As for the best gyro I've ever had ($7), the tender pressed lamb and beef is spit-roasted on site; it's smoky and rich, paired with yogurt sauce, tomato, and lettuce and wrapped in a perfectly pillowy pita roughly the size of your forearm. I dare anybody to eat this over-the-top sandwich in one sitting. If you can possibly stuff down another bite, the baklava ($5), made from Giakis' grandmother's recipe, is another "best." Surprisingly, it's not too sweet, with a double-thick layer of pistachios and walnuts sandwiched between gossamer layers of filo.

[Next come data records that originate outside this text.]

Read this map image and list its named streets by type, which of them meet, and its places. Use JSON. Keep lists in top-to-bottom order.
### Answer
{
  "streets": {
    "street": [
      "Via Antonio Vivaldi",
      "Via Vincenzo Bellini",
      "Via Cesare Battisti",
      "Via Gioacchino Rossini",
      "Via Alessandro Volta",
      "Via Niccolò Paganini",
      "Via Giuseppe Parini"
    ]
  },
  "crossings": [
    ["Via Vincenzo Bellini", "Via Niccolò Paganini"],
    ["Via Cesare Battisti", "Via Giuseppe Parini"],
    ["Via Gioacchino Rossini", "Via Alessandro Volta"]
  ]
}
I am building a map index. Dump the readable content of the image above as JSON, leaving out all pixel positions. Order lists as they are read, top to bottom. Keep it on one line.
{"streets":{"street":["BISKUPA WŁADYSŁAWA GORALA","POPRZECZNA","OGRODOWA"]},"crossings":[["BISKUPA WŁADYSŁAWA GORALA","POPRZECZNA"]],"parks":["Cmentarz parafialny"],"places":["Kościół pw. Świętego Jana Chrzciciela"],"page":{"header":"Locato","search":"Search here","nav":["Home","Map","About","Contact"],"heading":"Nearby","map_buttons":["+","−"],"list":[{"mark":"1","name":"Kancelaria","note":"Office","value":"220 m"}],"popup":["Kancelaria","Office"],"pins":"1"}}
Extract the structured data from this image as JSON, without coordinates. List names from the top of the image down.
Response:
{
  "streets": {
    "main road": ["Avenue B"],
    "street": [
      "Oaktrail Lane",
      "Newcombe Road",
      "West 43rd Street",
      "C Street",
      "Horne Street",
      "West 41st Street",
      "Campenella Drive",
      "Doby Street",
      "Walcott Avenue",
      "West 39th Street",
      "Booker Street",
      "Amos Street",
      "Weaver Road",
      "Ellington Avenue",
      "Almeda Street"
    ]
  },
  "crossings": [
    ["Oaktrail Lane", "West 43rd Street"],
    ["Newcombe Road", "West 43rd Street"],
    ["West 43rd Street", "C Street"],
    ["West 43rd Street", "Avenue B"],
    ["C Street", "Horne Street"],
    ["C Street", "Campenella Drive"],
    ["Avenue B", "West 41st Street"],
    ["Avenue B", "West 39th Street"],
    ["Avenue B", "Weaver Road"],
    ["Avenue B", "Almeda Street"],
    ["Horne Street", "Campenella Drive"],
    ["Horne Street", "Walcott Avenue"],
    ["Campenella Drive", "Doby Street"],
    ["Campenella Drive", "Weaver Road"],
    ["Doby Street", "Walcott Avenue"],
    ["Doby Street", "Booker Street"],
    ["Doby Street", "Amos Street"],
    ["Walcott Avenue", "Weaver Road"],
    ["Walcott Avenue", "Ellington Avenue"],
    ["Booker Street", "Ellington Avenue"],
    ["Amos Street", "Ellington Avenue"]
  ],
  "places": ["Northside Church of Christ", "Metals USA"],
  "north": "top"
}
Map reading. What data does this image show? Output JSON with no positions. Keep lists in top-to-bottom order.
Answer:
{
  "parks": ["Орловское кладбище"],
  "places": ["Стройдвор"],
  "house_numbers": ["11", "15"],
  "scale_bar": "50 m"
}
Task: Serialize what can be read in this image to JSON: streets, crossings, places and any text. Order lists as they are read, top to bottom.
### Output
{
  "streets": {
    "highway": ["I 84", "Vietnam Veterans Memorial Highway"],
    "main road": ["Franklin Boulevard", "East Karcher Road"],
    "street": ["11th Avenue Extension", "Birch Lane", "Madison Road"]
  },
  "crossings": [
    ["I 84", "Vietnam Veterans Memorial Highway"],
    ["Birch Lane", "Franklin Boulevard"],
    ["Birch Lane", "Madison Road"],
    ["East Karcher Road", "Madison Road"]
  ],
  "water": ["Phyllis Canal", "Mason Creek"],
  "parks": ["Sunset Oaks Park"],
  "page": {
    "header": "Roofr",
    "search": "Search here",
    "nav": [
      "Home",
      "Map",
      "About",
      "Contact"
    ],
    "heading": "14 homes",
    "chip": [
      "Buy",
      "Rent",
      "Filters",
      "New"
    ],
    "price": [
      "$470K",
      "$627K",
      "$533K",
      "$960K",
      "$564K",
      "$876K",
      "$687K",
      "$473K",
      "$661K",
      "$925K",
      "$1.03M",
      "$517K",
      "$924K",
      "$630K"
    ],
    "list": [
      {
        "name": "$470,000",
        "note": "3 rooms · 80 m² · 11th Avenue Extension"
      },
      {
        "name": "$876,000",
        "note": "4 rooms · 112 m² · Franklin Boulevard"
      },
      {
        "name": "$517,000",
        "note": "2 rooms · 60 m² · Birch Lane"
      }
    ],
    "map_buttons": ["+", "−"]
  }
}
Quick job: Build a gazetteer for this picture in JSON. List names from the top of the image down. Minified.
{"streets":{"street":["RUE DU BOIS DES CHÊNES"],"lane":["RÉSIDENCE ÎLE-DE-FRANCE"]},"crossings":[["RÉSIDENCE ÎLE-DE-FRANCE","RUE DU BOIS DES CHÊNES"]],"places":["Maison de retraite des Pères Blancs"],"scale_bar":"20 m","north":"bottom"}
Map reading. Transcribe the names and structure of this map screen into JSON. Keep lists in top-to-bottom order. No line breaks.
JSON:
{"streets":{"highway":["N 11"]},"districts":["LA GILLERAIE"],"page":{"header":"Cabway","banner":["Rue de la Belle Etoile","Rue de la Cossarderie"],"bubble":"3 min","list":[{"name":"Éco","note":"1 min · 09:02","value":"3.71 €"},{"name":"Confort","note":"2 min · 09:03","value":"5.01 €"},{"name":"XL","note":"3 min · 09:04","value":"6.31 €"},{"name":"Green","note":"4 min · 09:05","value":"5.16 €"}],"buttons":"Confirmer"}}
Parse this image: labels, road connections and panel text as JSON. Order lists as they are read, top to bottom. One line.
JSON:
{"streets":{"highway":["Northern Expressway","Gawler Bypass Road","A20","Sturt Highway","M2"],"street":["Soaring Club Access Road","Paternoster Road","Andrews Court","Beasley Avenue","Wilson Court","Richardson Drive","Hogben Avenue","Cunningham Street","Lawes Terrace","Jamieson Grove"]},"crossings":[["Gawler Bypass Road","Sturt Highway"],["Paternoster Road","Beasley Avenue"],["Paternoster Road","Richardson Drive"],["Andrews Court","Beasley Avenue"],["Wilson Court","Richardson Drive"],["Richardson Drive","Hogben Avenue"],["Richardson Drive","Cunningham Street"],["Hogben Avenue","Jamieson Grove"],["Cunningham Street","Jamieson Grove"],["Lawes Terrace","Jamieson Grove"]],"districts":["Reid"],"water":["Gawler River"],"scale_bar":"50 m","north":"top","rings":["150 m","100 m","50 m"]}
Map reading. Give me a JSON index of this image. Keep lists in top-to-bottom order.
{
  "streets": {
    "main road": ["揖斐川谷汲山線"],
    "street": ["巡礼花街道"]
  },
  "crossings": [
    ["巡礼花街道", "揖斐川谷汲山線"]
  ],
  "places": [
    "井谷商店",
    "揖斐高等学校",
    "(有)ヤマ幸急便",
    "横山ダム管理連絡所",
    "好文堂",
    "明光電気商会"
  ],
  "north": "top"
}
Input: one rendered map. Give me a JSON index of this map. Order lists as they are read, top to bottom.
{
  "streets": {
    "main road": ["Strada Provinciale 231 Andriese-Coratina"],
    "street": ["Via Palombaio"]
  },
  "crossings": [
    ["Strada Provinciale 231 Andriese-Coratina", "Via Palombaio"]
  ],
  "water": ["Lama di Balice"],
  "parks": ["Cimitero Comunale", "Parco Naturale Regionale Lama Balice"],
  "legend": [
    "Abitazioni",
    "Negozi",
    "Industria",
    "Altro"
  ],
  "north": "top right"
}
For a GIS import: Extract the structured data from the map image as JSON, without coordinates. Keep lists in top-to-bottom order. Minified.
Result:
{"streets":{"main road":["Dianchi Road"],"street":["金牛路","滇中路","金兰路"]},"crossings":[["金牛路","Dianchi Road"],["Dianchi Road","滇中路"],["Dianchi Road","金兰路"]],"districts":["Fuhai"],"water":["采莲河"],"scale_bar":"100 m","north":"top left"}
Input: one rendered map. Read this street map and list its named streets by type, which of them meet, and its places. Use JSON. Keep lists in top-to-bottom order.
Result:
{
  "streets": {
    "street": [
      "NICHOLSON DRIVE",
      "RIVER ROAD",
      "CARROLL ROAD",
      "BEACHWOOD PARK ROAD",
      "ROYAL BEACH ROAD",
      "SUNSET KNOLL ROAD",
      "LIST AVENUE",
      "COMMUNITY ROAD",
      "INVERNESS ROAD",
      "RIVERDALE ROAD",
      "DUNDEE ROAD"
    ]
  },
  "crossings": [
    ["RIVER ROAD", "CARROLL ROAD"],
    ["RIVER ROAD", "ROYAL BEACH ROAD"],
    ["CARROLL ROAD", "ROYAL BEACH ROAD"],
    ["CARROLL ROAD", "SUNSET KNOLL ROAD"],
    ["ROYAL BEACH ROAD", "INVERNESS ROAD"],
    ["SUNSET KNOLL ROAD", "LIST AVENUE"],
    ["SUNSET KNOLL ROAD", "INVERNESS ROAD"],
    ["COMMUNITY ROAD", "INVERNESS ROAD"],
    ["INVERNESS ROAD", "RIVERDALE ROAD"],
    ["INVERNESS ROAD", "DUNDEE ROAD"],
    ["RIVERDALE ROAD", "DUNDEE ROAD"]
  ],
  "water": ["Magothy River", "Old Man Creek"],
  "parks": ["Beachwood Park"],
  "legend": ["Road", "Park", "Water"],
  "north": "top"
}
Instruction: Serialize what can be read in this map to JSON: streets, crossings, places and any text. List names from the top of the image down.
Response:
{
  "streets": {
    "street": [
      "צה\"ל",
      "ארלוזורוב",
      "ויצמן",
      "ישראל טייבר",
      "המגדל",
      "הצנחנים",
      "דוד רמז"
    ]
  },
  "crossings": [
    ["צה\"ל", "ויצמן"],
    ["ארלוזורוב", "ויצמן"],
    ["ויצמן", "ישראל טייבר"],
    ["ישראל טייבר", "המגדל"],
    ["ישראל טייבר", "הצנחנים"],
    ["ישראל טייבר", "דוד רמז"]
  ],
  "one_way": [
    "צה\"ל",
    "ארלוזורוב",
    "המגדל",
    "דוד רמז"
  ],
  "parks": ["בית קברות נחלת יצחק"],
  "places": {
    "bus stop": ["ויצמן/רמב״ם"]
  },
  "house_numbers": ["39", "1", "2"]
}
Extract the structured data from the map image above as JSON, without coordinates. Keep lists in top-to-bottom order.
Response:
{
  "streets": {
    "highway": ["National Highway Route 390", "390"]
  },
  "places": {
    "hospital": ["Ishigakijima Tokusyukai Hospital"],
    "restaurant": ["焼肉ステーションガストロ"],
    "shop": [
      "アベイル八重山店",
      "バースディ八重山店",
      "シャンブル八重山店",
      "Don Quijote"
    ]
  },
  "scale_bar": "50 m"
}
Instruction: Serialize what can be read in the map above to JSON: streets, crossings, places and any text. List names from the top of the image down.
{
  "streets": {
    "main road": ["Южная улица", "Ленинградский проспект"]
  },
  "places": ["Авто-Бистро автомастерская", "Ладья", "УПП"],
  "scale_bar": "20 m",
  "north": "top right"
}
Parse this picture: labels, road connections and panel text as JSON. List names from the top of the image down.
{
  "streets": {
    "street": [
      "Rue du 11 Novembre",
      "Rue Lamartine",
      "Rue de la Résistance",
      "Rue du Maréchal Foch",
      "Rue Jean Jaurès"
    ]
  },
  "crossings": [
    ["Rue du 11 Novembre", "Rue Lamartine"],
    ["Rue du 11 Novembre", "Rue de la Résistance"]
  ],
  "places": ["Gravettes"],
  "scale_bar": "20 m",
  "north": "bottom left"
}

I've heard the same thing said ("best gyro," "best Greek," "best falafal") about Skorpios too. Regular customers and Greek émigrés have waxed poetic about its merits on messageboards all over South Florida. Dishes here are simply prepared and taste like something your grandmother would have fed you if you'd been lucky enough to have a Greek yaya: crunchy fried zucchini strips drizzled with pomegranate sauce ($5.95) and falafel rounds dipped in tahini that seem to melt on contact with your tongue; spicy, wine-braised Greek sausage flecked with orange rind (loukaniko, $14.95); and tiny and tender baby lamb chops ($17.95), lightly charred and perfectly grilled, that outshine the same dish at many upscale restaurants. Dinner entrées include a small, tart Greek salad loaded with crumbled feta and ripe olives, rice pilaf, a rather watery egg-lemon soup, and a vegetable (baked green beans the night we dined), so you won't walk away hungry. Also on the menu: Greek pizza, a pasta called pastichio made with chopped beef and béchamel (the Greek version of lasagna), moussaka, cheese pie, a variety of meze, and chicken or lamb shish kebabs. For dessert, homemade galactobureko ($3.75) is so good that it was lauded by Bon Appétit magazine: thin layers of filo layered with egg custard and suffused with honey. Included in the price of the entrée are a couple of crumbly, buttery Greek cookies (koudimbedes) dusted with confectioners' sugar. I don't know what the Greek term for "Yum!" is, but it should be the national exclamation. However you pronounce it, we South Floridians have finally earned the right to shout it from our rooftops.